* Material supplied
□ □ □ □ □ □ □
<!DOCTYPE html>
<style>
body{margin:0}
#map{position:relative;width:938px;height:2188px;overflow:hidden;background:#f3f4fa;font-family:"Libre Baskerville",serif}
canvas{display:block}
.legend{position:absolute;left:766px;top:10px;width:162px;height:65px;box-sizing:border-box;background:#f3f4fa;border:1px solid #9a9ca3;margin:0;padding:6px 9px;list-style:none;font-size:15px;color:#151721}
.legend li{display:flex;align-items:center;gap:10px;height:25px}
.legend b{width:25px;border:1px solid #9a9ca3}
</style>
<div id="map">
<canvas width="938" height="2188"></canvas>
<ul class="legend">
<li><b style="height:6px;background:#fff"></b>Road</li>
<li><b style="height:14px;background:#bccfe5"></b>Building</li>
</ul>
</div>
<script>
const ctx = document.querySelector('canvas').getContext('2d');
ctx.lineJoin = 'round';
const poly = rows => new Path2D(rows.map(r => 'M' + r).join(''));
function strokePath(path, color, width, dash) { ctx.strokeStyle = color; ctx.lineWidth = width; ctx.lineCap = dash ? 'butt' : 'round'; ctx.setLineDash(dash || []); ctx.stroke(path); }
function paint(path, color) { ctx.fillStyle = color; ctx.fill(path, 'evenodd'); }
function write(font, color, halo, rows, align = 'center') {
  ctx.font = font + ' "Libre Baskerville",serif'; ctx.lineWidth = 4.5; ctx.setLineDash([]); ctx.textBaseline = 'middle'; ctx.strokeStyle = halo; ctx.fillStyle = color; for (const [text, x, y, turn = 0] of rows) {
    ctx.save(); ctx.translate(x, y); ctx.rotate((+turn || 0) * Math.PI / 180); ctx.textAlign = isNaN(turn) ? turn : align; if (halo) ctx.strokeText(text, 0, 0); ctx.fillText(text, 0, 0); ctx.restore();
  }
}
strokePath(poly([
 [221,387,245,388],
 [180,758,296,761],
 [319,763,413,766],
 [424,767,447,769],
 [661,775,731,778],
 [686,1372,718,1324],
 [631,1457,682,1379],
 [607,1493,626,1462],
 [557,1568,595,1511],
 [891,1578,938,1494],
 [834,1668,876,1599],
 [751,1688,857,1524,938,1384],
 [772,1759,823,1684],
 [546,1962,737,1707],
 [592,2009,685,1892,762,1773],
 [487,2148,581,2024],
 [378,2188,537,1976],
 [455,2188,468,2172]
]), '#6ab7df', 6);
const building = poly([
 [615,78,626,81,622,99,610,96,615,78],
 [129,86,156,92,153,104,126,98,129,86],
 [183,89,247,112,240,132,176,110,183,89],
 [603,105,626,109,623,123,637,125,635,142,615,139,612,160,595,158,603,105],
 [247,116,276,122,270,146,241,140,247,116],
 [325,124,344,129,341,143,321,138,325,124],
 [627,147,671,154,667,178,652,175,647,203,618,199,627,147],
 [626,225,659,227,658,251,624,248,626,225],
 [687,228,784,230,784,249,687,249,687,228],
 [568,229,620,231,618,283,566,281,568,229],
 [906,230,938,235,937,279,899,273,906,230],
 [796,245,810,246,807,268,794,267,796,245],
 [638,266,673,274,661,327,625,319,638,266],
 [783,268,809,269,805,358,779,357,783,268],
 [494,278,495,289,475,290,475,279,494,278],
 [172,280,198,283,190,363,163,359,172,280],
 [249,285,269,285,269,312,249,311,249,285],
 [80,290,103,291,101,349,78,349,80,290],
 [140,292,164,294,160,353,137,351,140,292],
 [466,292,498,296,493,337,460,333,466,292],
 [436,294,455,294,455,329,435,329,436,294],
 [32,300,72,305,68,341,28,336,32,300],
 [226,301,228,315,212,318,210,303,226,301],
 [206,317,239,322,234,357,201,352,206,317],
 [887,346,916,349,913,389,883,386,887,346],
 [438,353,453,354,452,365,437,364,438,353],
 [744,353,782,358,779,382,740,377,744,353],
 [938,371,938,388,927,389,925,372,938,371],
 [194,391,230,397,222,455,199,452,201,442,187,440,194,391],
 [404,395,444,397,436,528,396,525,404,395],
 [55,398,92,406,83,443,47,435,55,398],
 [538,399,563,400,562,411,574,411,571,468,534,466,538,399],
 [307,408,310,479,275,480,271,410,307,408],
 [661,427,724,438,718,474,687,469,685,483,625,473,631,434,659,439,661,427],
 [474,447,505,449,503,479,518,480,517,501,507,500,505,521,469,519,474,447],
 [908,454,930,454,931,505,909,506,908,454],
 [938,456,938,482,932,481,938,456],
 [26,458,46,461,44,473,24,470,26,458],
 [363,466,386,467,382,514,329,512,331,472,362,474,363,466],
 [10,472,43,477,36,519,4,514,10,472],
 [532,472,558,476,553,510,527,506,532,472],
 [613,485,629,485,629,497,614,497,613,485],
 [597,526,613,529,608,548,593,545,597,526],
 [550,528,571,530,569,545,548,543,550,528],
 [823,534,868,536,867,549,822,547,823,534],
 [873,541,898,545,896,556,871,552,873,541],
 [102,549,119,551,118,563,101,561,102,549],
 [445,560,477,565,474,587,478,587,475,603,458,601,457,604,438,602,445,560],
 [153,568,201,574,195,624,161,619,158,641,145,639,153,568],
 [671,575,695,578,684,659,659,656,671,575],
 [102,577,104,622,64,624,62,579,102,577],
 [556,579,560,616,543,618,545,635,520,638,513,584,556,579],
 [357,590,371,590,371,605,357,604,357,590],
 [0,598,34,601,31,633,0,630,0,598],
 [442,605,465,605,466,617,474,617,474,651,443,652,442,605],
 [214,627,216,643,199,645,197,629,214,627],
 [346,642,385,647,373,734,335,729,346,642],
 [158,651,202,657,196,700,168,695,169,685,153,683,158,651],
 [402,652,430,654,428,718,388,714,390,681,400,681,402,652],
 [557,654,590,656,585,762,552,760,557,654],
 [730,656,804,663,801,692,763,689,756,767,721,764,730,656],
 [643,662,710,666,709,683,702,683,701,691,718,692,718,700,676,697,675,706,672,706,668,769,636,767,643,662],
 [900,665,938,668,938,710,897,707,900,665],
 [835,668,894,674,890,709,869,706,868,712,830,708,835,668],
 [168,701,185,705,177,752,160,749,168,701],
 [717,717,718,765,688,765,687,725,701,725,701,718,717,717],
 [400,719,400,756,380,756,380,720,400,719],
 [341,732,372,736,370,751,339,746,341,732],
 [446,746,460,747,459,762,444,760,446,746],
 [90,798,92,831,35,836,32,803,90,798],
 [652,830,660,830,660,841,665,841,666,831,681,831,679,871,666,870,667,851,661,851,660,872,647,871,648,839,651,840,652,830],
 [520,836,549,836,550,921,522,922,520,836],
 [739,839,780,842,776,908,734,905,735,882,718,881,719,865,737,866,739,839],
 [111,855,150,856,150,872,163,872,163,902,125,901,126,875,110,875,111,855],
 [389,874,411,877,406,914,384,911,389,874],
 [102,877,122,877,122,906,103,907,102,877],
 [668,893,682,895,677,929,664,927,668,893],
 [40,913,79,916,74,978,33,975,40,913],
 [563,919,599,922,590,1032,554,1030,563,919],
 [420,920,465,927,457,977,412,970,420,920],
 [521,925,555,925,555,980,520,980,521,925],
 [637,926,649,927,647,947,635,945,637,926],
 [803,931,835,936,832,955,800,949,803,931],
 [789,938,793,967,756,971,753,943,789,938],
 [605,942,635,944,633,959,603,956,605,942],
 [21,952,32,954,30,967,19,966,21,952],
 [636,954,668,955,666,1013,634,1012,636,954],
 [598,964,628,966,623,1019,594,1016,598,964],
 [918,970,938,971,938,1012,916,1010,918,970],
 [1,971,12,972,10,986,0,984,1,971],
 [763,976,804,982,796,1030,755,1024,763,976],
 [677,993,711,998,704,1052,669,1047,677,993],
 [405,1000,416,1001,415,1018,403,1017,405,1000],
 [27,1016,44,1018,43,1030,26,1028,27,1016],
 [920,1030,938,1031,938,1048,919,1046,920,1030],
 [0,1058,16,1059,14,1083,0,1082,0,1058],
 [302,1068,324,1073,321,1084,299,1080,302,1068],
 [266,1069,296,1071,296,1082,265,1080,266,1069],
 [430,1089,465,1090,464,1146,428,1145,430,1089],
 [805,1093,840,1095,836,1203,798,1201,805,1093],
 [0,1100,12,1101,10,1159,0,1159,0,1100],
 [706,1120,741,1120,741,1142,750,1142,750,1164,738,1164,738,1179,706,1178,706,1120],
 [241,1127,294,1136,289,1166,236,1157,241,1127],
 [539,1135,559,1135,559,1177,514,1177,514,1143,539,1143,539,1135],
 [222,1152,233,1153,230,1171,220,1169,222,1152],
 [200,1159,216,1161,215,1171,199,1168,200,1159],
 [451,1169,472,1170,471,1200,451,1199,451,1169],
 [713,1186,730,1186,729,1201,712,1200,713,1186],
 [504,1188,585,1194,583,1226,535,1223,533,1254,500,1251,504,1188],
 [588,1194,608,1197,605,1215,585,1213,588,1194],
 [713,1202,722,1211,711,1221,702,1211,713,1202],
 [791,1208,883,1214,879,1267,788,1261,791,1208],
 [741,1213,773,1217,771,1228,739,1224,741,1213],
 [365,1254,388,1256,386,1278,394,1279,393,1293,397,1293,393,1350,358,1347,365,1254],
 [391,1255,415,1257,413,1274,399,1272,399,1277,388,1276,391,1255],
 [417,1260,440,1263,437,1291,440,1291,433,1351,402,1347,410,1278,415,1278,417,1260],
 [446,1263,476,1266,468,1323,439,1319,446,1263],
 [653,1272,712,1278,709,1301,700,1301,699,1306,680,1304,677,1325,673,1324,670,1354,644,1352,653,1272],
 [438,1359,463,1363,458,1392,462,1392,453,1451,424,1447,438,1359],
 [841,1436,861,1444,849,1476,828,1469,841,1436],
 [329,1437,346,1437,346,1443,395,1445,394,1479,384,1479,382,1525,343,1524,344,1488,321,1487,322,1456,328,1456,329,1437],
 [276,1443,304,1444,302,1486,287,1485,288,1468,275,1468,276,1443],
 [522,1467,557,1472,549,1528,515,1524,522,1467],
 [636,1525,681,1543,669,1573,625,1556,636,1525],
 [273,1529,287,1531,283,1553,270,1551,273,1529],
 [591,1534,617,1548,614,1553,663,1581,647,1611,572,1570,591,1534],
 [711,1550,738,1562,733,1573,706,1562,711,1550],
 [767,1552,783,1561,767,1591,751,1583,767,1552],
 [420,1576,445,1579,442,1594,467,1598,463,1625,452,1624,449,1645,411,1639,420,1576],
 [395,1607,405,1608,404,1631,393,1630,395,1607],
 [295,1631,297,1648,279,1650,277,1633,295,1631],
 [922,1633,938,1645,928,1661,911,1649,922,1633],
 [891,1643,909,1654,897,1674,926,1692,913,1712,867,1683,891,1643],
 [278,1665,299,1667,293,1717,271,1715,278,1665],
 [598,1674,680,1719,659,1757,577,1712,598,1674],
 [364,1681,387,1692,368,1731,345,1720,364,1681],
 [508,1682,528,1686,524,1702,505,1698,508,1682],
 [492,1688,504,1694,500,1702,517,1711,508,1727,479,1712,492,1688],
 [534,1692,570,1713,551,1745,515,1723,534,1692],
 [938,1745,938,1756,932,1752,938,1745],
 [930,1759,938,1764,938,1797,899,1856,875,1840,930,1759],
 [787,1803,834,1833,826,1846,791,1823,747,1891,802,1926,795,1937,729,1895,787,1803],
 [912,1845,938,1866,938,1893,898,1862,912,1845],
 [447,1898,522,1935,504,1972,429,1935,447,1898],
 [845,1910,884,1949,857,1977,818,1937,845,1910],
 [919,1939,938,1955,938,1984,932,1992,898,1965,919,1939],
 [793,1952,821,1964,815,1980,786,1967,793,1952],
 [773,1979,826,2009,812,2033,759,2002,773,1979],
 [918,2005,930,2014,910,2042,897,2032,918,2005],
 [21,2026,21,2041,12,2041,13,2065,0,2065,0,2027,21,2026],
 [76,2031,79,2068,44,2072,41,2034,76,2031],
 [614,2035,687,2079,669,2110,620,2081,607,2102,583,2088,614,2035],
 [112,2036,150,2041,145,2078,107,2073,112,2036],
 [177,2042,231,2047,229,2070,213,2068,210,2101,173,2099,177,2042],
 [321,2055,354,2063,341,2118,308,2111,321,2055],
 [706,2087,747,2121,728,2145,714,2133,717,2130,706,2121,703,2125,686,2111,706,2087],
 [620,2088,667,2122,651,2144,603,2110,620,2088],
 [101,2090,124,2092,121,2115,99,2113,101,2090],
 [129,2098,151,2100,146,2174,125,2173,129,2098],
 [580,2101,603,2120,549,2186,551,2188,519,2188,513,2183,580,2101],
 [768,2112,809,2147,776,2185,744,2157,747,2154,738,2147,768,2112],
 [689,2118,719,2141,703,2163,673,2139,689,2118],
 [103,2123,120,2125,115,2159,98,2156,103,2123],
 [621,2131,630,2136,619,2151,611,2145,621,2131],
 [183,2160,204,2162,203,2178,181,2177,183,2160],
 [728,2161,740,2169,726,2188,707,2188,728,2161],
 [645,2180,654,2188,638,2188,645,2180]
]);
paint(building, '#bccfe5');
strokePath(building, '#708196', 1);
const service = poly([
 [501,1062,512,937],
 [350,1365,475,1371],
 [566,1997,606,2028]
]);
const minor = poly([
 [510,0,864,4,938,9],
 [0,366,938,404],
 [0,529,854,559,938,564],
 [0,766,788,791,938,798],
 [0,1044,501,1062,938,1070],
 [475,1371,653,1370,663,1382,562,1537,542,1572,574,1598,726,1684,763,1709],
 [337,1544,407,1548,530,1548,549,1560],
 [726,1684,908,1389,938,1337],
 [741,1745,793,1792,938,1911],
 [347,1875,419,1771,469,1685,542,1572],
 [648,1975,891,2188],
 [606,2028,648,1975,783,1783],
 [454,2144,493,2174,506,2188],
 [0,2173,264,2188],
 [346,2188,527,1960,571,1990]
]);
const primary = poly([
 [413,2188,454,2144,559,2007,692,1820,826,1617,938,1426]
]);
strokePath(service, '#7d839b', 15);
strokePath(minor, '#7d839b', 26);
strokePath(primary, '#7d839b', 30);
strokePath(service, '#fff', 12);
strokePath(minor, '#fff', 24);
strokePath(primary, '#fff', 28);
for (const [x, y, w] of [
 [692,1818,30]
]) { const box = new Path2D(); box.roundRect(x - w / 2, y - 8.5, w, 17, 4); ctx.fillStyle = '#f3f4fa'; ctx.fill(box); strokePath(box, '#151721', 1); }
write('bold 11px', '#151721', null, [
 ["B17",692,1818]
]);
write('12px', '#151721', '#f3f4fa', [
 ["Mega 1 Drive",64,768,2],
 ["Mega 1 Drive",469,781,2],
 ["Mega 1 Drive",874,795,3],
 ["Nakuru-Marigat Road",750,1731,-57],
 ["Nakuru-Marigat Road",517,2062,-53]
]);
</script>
□ □ □ □ □ □ □
* Task details
Return every line above in which the string "display" occurs.

* Written solution
canvas{display:block}
.legend li{display:flex;align-items:center;gap:10px;height:25px}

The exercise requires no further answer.